- Task requirements: Return the lines that run from the beginning of the entries to the line holding "2px #3b2a1e) drop-shadow(0", inclusive, and drop the pictures.

::::::::::

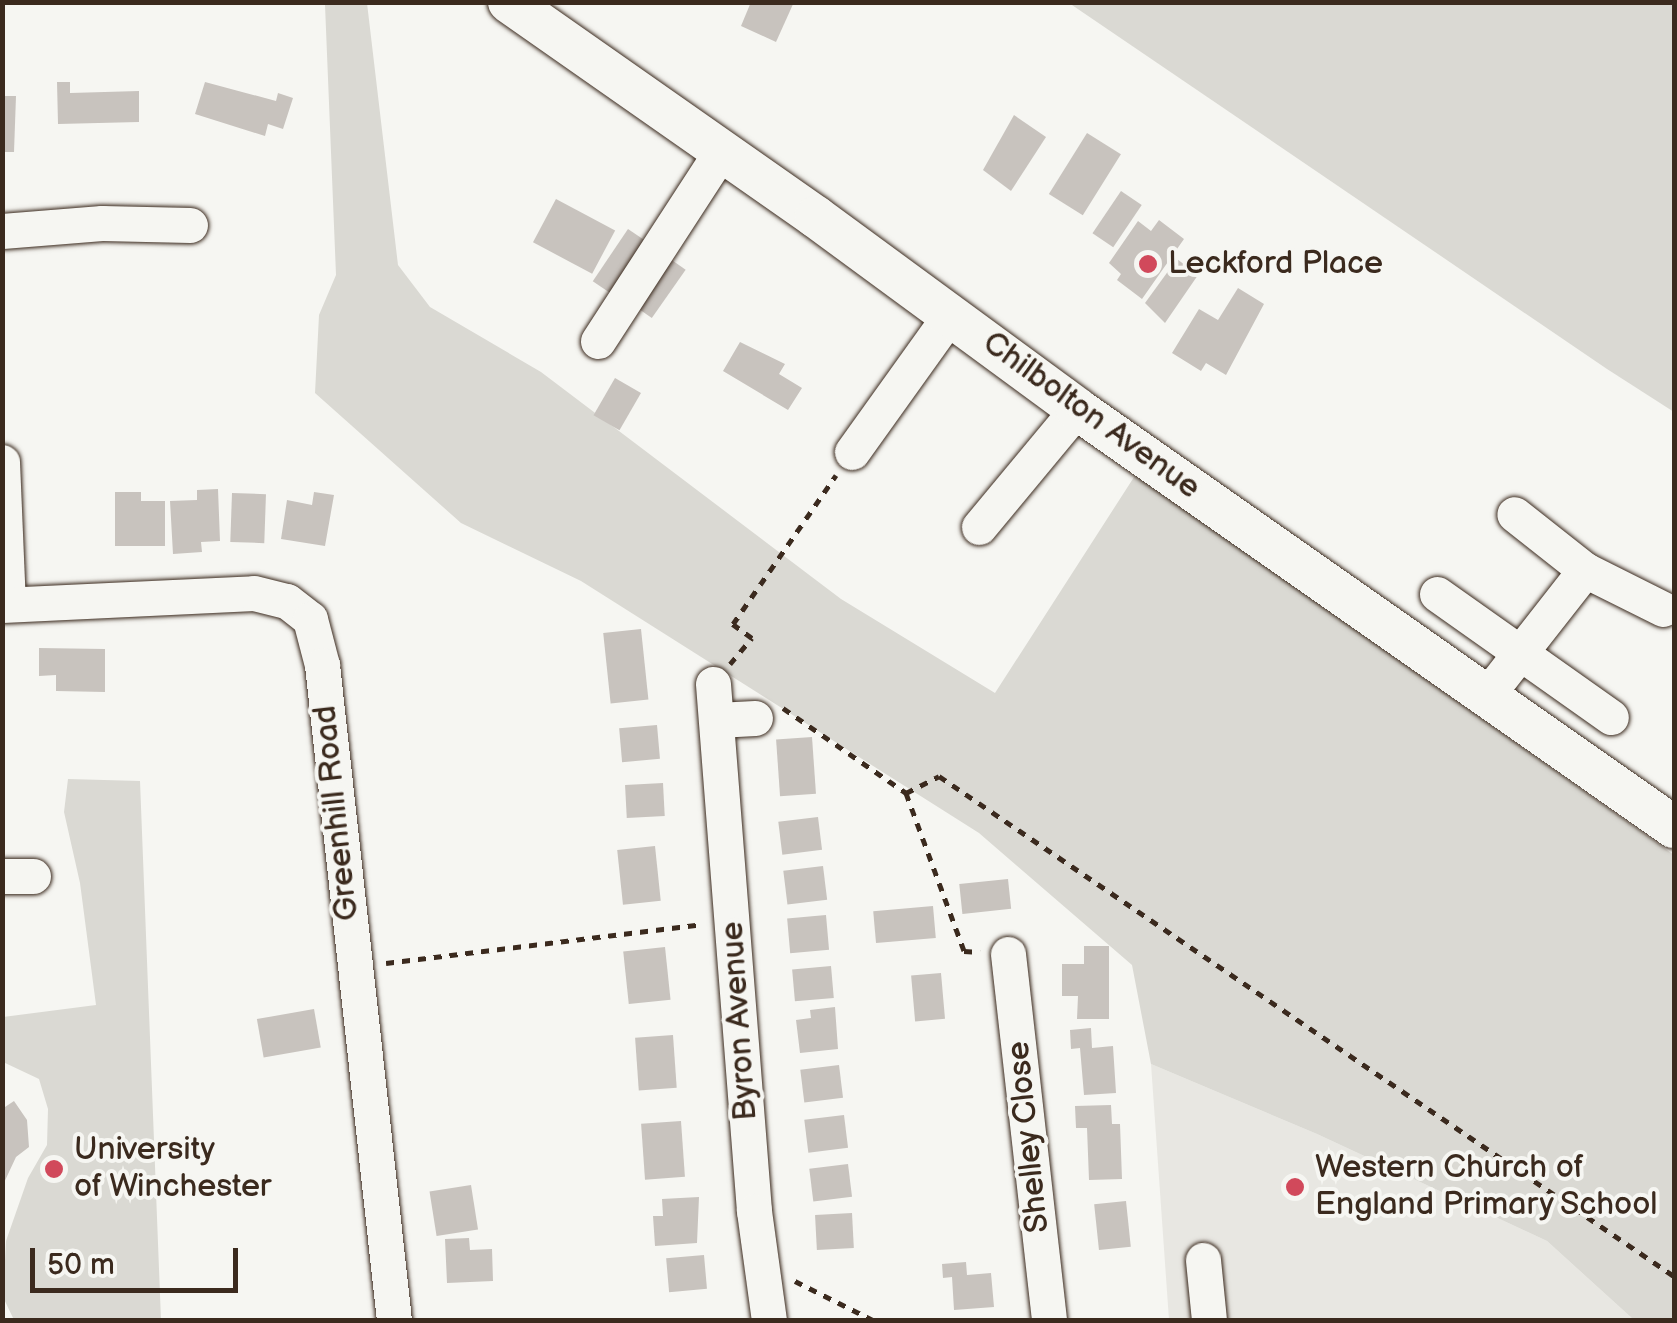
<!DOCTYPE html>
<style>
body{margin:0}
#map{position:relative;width:1677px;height:1323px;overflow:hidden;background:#f6f6f2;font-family:"Balsamiq Sans",sans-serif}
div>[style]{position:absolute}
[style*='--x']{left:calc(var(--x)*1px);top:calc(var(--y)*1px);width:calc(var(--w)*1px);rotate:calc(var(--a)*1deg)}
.built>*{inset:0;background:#e8e7e2}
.green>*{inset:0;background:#dad9d3}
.building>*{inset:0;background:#c8c3be;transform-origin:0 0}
.path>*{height:5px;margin-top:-2.5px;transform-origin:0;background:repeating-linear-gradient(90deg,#3b2a1e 0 8px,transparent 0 16px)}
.roads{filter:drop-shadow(0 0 2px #3b2a1e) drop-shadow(0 0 2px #3b2a1e)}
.minor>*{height:35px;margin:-17.5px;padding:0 17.5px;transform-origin:17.5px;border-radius:17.5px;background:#f6f6f2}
.major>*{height:42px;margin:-21px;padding:0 21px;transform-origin:21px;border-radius:21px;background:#f6f6f2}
.dots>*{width:28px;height:28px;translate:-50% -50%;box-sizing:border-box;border:5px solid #f6f6f2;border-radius:50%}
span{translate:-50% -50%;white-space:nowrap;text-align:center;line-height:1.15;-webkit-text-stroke:8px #f6f6f2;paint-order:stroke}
.poi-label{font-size:32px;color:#3b2a1e}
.left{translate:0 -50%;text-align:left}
.street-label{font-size:32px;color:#3b2a1e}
.frame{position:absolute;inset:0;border:5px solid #3b2a1e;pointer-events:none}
.scale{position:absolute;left:30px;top:1248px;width:208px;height:45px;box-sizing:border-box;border:5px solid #3b2a1e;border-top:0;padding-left:12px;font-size:30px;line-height:35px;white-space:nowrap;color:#3b2a1e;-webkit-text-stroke:8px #f6f6f2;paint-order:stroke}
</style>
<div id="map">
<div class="built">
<div style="clip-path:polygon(1151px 1064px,1317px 1134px,1547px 1241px,1634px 1320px,1169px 1320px)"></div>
</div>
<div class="green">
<div style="clip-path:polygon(367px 3px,398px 265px,430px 307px,541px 372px,841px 599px,995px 693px,1136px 474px,1674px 855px,1674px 1320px,1634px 1320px,1547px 1241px,1317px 1134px,1151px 1064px,1132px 965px,979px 833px,581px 581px,461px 523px,315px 393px,319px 315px,336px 275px,325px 5px)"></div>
<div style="clip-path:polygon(1069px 3px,1674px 3px,1674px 412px,1607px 369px)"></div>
<div style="clip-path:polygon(68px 779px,140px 781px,161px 1320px,14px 1320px,3px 1297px,6px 1241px,28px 1178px,47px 1145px,48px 1109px,39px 1079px,3px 1062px,3px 1017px,96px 1005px,80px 883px,64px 812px)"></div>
</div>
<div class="building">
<div style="clip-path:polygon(751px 2px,794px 2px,776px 42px,741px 26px)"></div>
<div style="clip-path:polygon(57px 82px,70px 82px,70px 93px,139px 91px,139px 122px,58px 124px)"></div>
<div style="clip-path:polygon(205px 82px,276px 101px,278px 93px,293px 98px,283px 129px,268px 124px,265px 136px,195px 114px)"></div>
<div style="clip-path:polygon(2px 96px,16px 96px,14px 152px,2px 152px)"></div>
<div style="clip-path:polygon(1014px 115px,1046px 137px,1011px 191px,983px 170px)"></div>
<div style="left:1087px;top:133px;width:40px;height:72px;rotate:32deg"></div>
<div style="left:1121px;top:191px;width:25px;height:51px;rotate:34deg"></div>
<div style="left:556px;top:199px;width:67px;height:49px;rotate:28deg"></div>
<div style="clip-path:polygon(1159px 220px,1184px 239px,1142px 299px,1117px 280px,1121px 274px,1109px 263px,1138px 221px,1151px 231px)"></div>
<div style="left:628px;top:229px;width:25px;height:63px;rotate:34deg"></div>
<div style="left:666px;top:256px;width:24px;height:59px;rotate:35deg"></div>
<div style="clip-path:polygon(1177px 259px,1198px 275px,1165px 323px,1145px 303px)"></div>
<div style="clip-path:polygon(1238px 288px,1264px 304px,1226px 375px,1206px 363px,1201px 371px,1172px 353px,1199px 309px,1218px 320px)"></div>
<div style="clip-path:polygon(740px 342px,785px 364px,779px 374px,802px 388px,788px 410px,723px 371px)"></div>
<div style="left:615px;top:378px;width:30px;height:43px;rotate:30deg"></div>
<div style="clip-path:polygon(218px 489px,220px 541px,201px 542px,202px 552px,173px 554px,170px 501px,197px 500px,197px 490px)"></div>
<div style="clip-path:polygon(115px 492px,141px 492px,141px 501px,165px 501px,165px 546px,115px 546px)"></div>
<div style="clip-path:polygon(314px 492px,334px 495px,325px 546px,281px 539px,287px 500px,312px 505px)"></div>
<div style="left:232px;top:493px;width:34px;height:49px;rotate:2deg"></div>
<div style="left:641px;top:629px;width:71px;height:38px;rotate:84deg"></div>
<div style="clip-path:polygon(39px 648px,105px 649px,105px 692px,56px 691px,56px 675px,39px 676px)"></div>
<div style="left:657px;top:725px;width:34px;height:38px;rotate:85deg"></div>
<div style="left:812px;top:737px;width:57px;height:36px;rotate:86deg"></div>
<div style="left:663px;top:783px;width:33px;height:38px;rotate:87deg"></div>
<div style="left:818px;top:817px;width:33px;height:40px;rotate:83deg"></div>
<div style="left:655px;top:846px;width:55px;height:38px;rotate:84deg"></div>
<div style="left:823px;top:866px;width:34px;height:40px;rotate:83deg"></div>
<div style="left:1008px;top:879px;width:30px;height:49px;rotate:84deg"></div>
<div style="left:933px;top:906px;width:32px;height:60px;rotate:85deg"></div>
<div style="left:826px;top:915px;width:35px;height:39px;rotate:85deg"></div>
<div style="clip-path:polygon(1084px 946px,1109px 946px,1109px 1019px,1077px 1019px,1078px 996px,1062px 996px,1062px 964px,1084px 964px)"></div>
<div style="left:665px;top:947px;width:53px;height:42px;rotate:84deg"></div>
<div style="left:831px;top:966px;width:32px;height:39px;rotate:85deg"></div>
<div style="left:941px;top:973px;width:46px;height:30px;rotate:85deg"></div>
<div style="clip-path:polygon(835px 1007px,838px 1049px,800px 1053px,796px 1020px,811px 1018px,810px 1010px)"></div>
<div style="left:314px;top:1009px;width:39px;height:58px;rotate:80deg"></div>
<div style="clip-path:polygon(1091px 1028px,1092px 1048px,1113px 1046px,1116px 1093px,1084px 1095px,1080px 1048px,1071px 1049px,1070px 1030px)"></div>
<div style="left:673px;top:1035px;width:53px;height:38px;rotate:86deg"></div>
<div style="left:839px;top:1065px;width:33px;height:39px;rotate:83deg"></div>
<div style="clip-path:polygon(14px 1101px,27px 1120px,29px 1147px,16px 1157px,2px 1187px,2px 1109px)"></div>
<div style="clip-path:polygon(1111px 1105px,1112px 1124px,1120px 1124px,1122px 1179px,1089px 1180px,1087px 1128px,1076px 1128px,1075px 1106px)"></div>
<div style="left:844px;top:1115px;width:33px;height:40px;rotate:83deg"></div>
<div style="left:681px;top:1121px;width:56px;height:40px;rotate:86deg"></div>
<div style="left:848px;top:1164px;width:33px;height:39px;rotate:83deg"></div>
<div style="left:471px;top:1185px;width:45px;height:42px;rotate:81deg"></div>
<div style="clip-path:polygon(699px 1197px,697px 1243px,655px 1246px,653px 1216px,663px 1216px,662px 1199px)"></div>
<div style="left:1126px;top:1201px;width:46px;height:32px;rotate:84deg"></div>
<div style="left:852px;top:1213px;width:35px;height:37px;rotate:87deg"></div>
<div style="clip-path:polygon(469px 1238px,470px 1250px,492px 1249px,493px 1281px,447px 1283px,445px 1239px)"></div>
<div style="left:704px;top:1255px;width:34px;height:38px;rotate:85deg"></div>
<div style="clip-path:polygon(966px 1262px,967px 1275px,991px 1273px,994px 1307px,954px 1310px,952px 1277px,943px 1278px,942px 1264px)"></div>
</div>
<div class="path">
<div style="--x:730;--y:664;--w:34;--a:-50"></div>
<div style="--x:752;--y:638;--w:24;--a:-144"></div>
<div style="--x:733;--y:624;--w:181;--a:-55.3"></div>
<div style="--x:783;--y:708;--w:150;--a:34.6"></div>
<div style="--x:906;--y:793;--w:168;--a:69.8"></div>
<div style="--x:964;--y:951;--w:16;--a:4"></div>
<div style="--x:906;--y:793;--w:37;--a:-27"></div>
<div style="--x:939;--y:776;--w:889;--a:34.23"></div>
<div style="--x:386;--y:963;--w:318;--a:-7"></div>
<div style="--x:795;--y:1281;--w:87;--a:26.6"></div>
</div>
<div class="roads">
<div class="minor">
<div style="--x:2;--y:231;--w:100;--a:-4.6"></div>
<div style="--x:102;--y:223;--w:88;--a:1.3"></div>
<div style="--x:598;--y:341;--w:228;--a:-57"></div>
<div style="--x:852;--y:452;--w:168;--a:-54.4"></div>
<div style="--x:2;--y:462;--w:142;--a:87.6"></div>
<div style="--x:979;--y:527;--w:153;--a:-50.3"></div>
<div style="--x:1585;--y:570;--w:87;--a:26.6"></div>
<div style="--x:1437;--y:594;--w:213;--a:35.3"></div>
<div style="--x:2;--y:605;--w:252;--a:-2.7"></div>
<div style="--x:254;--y:593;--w:34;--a:14"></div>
<div style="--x:287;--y:601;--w:29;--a:38"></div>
<div style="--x:310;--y:619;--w:48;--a:75.4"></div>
<div style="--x:322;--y:665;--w:659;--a:83.73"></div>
<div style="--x:713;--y:684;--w:529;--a:85.55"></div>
<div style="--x:754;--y:1211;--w:110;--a:82.2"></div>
<div style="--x:1487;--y:695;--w:159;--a:-51.9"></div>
<div style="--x:1585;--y:570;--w:90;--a:-141.7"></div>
<div style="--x:717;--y:720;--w:38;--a:-3"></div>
<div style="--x:2;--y:876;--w:31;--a:0"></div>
<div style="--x:1008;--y:954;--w:368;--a:83.6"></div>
<div style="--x:1203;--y:1260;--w:60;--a:84.3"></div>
</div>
<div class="major">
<div style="--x:509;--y:2;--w:375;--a:35"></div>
<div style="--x:816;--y:217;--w:324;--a:36.3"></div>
<div style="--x:1077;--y:409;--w:729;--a:35"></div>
</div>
</div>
<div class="dots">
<div style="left:1148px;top:264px;background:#d1495b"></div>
<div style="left:54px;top:1169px;background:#d1495b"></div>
<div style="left:1295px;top:1187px;background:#d1495b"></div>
</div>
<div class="poi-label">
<span class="left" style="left:1168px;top:264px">Leckford Place</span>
<span class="left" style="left:74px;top:1169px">University<br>of Winchester</span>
<span class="left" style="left:1315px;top:1187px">Western Church of<br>England Primary School</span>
</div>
<div class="street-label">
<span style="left:1091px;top:416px;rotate:36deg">Chilbolton Avenue</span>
<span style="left:337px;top:813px;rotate:-96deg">Greenhill Road</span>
<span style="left:740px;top:1021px;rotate:-94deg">Byron Avenue</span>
<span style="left:1029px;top:1137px;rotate:-96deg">Shelley Close</span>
</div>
<div class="frame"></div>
<div class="scale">50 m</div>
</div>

::::::::::

- Output:
<!DOCTYPE html>
<style>
body{margin:0}
#map{position:relative;width:1677px;height:1323px;overflow:hidden;background:#f6f6f2;font-family:"Balsamiq Sans",sans-serif}
div>[style]{position:absolute}
[style*='--x']{left:calc(var(--x)*1px);top:calc(var(--y)*1px);width:calc(var(--w)*1px);rotate:calc(var(--a)*1deg)}
.built>*{inset:0;background:#e8e7e2}
.green>*{inset:0;background:#dad9d3}
.building>*{inset:0;background:#c8c3be;transform-origin:0 0}
.path>*{height:5px;margin-top:-2.5px;transform-origin:0;background:repeating-linear-gradient(90deg,#3b2a1e 0 8px,transparent 0 16px)}
.roads{filter:drop-shadow(0 0 2px #3b2a1e) drop-shadow(0 0 2px #3b2a1e)}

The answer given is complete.